Emili’s mother, in her grief, blames the other girls. She tells them that they should have been the ones to die and if they have any hope of a future, they must find the killer or do penance to justify their survival. These are harsh words for young girls and each of them interpret and enact this “commandment” in different ways as they grow.
Each of these girls tells their story in the first four chapters of the novel. One by one they explain their version of that tragic afternoon. After Emili’s body was discovered, each girl took on a different task (telling the police, watching the body, finding a teacher, and telling Mrs. Adachi) so because they were separated, their tales diverge from that point forward. Each chapter goes on to tell readers about the lives of each character for years after the murder. These chapters read almost like self-contained short stories documenting the lives of multiple witnesses to the same horrific event.
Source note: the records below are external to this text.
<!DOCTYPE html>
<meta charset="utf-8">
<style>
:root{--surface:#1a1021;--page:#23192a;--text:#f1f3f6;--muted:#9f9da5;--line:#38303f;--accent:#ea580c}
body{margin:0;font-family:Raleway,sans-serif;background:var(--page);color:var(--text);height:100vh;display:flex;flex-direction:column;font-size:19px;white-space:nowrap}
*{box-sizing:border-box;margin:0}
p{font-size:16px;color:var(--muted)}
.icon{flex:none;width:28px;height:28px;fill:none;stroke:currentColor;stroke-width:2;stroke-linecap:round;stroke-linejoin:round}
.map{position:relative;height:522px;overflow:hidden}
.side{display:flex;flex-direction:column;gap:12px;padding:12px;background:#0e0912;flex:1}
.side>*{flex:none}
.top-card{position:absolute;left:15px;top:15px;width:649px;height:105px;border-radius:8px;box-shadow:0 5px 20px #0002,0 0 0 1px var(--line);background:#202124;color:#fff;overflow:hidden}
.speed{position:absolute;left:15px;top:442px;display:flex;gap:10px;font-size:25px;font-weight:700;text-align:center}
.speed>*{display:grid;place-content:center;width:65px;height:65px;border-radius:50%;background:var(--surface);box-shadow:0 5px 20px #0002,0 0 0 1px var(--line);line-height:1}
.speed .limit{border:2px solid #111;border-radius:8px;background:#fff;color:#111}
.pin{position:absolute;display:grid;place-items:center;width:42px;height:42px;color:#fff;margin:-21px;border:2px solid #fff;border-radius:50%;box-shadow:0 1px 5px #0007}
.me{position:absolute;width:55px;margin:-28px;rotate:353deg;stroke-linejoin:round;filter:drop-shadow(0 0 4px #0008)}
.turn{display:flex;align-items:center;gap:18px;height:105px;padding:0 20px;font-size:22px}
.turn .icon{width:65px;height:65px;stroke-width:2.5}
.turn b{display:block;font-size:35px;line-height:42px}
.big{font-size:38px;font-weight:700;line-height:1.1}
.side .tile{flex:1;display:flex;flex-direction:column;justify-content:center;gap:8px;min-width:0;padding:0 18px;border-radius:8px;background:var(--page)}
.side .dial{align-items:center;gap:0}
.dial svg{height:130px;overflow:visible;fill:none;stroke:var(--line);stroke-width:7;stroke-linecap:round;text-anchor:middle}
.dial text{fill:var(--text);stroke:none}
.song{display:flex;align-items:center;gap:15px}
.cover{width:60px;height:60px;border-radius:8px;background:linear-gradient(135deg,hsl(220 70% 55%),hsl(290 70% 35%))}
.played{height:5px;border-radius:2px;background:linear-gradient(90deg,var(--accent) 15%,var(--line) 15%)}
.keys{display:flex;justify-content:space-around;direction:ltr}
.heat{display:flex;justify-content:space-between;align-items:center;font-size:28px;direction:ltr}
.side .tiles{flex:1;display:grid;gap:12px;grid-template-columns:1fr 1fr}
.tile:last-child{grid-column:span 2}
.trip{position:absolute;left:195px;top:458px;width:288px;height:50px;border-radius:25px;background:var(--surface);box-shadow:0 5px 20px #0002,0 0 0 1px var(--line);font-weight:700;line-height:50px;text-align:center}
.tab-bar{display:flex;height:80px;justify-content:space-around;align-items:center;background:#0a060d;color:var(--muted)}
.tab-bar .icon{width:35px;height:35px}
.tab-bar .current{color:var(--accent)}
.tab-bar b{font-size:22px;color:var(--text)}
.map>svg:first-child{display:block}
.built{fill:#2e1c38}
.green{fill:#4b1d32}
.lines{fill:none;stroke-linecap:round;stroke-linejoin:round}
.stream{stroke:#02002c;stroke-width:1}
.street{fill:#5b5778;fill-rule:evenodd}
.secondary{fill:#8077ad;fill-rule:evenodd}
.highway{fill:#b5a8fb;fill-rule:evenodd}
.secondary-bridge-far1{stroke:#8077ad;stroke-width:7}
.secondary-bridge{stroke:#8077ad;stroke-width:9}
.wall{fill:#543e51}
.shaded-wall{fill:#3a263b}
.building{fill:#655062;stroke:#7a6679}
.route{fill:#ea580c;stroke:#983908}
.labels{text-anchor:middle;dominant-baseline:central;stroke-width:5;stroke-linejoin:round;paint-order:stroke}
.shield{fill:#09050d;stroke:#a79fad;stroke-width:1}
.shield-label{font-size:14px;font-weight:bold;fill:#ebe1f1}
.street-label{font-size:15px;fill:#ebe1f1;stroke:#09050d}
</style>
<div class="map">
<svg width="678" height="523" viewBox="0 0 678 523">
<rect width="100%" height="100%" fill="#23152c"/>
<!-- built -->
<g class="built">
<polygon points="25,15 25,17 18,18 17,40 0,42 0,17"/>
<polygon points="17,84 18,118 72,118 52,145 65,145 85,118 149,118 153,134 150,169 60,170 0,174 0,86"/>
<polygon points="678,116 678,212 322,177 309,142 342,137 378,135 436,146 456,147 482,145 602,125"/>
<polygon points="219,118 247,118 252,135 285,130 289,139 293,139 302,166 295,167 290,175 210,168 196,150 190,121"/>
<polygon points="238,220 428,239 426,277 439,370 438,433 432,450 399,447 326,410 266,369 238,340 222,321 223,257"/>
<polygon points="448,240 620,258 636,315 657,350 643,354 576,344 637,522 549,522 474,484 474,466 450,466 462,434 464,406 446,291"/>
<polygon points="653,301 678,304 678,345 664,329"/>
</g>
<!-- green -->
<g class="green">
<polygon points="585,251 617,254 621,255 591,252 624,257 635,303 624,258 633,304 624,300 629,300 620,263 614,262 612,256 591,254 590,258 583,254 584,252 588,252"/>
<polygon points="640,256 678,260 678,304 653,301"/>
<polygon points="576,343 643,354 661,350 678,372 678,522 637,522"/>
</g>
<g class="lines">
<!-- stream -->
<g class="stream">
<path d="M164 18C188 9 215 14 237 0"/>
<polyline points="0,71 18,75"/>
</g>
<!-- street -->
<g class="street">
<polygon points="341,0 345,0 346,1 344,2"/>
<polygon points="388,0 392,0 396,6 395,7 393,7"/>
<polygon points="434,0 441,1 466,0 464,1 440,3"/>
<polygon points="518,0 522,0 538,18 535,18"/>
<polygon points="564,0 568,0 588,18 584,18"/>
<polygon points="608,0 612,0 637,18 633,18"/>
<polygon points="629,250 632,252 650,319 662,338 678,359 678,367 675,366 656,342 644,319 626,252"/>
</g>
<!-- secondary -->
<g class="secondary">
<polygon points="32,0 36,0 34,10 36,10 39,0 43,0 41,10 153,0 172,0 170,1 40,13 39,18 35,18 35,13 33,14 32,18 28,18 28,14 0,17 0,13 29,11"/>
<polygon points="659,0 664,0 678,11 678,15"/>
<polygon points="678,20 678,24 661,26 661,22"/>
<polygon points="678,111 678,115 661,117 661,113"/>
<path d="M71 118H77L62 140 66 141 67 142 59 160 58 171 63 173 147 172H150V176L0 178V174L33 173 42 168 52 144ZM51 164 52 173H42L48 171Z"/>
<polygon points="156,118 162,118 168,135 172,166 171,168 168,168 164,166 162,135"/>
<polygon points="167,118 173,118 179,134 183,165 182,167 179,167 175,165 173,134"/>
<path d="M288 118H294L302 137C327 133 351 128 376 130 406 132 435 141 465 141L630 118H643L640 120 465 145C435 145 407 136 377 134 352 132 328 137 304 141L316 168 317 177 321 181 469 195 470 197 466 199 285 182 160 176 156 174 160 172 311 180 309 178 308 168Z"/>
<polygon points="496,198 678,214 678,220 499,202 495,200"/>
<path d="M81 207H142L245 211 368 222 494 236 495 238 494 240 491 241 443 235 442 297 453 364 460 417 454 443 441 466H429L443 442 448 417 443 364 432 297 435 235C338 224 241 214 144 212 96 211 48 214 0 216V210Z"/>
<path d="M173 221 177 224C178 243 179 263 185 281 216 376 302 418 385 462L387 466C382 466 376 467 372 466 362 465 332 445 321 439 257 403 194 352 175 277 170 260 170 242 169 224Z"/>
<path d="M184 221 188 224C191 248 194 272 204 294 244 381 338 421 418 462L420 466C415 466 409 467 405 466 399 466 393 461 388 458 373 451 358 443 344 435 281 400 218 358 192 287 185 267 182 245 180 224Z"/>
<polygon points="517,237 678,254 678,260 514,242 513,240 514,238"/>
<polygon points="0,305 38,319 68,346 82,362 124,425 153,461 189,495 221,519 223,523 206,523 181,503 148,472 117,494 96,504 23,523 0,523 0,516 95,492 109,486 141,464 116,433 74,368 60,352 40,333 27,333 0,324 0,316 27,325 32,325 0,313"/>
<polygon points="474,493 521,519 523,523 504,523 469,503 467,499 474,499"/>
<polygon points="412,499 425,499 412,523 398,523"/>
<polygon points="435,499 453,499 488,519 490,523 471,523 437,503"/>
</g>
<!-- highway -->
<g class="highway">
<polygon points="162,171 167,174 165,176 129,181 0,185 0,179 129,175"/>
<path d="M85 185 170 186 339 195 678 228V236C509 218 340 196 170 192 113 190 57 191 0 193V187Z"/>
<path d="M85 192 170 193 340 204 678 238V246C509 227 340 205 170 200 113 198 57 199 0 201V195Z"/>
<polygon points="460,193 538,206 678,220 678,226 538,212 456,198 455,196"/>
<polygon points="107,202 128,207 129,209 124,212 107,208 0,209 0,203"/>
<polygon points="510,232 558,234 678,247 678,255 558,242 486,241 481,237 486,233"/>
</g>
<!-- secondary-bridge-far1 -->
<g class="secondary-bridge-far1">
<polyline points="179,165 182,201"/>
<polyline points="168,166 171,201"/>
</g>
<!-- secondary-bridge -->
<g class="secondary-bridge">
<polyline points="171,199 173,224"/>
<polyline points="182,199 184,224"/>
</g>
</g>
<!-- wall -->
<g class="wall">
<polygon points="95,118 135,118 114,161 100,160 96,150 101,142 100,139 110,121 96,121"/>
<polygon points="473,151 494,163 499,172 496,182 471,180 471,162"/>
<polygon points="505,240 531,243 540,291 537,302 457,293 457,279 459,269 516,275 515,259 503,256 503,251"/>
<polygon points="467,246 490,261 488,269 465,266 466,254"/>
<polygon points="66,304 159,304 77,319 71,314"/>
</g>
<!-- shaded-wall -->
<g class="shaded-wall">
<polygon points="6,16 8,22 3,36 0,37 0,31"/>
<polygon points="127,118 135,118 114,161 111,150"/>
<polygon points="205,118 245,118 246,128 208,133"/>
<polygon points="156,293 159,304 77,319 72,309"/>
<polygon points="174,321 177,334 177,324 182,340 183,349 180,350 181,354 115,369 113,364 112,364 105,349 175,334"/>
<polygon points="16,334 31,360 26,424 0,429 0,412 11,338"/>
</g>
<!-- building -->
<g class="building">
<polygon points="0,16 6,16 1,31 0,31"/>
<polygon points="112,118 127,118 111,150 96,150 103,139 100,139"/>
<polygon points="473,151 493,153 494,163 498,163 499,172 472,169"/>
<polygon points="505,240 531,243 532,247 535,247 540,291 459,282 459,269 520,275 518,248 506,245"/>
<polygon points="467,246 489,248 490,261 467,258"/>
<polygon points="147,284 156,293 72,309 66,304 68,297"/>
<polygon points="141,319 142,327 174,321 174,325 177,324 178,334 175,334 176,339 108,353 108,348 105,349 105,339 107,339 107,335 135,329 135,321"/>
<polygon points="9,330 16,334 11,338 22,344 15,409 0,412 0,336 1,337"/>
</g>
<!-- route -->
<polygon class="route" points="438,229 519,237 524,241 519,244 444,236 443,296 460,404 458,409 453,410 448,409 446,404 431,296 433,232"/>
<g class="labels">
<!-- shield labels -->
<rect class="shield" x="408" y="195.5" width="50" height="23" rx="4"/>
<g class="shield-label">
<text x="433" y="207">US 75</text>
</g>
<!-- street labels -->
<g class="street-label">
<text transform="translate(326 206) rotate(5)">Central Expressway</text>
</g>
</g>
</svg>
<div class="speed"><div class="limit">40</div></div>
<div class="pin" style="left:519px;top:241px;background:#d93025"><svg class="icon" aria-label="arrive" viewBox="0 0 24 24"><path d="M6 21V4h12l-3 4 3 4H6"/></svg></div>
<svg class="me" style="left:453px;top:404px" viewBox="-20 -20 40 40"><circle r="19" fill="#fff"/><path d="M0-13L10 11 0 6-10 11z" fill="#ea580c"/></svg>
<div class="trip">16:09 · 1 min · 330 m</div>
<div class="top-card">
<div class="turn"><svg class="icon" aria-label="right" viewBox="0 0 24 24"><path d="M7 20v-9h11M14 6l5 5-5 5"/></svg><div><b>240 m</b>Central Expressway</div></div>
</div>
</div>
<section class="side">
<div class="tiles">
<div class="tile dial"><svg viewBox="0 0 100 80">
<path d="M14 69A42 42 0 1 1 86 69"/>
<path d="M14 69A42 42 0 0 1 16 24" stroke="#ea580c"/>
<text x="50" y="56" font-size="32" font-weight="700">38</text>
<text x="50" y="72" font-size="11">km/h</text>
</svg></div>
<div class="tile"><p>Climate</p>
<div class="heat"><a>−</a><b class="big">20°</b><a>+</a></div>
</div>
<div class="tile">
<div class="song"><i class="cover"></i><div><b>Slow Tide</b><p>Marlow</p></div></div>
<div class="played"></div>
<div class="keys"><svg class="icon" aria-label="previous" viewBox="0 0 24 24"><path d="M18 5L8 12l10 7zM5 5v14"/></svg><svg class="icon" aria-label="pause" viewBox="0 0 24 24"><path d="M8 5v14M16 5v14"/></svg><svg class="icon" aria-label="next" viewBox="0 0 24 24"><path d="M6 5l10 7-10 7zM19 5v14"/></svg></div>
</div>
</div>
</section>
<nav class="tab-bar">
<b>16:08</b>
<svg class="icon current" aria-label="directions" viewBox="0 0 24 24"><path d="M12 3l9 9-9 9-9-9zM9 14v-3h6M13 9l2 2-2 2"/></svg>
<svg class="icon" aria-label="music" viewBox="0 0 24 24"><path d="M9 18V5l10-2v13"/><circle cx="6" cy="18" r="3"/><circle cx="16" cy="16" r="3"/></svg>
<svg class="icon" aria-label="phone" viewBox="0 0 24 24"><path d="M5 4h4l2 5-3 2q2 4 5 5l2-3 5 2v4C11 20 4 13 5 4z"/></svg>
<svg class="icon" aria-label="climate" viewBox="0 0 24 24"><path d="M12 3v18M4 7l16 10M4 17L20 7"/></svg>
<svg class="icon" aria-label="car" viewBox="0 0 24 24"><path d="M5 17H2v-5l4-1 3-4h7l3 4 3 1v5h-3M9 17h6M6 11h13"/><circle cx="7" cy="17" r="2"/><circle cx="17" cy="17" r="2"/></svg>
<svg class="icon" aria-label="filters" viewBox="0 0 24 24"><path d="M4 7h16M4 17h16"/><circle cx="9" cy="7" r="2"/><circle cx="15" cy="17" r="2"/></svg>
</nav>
The final section of the novel comes from the perspective of Emili’s mother, Asako. In it, she explains her reaction to the news of her daughter’s death and presents readers with her life story.
Penance only works because each of these tales contains vital information regarding the murder, but they all must be read before that truth becomes clear. The lives these characters experience are dark, often depressing, and never short of spellbinding. Kanae Minato’s writing feels almost like a classic fairy tale – one from which the reader hopes to learn some important life lesson. Even the key components in the novel feel like folklore – French dolls, isolated villages, special “air,” and always at the core, Japanese culture.
Penance is a tightly-constructed 240-ish pages. While it could easily be read in minimal sittings, the depth of despair within each tale will have readers taking things slowly; but the draw to know the truth is powerful and will keep readers returning for each subsequent tale. Once all is revealed there is a sense of closure, something that both the reader and the characters within the novel desperately need.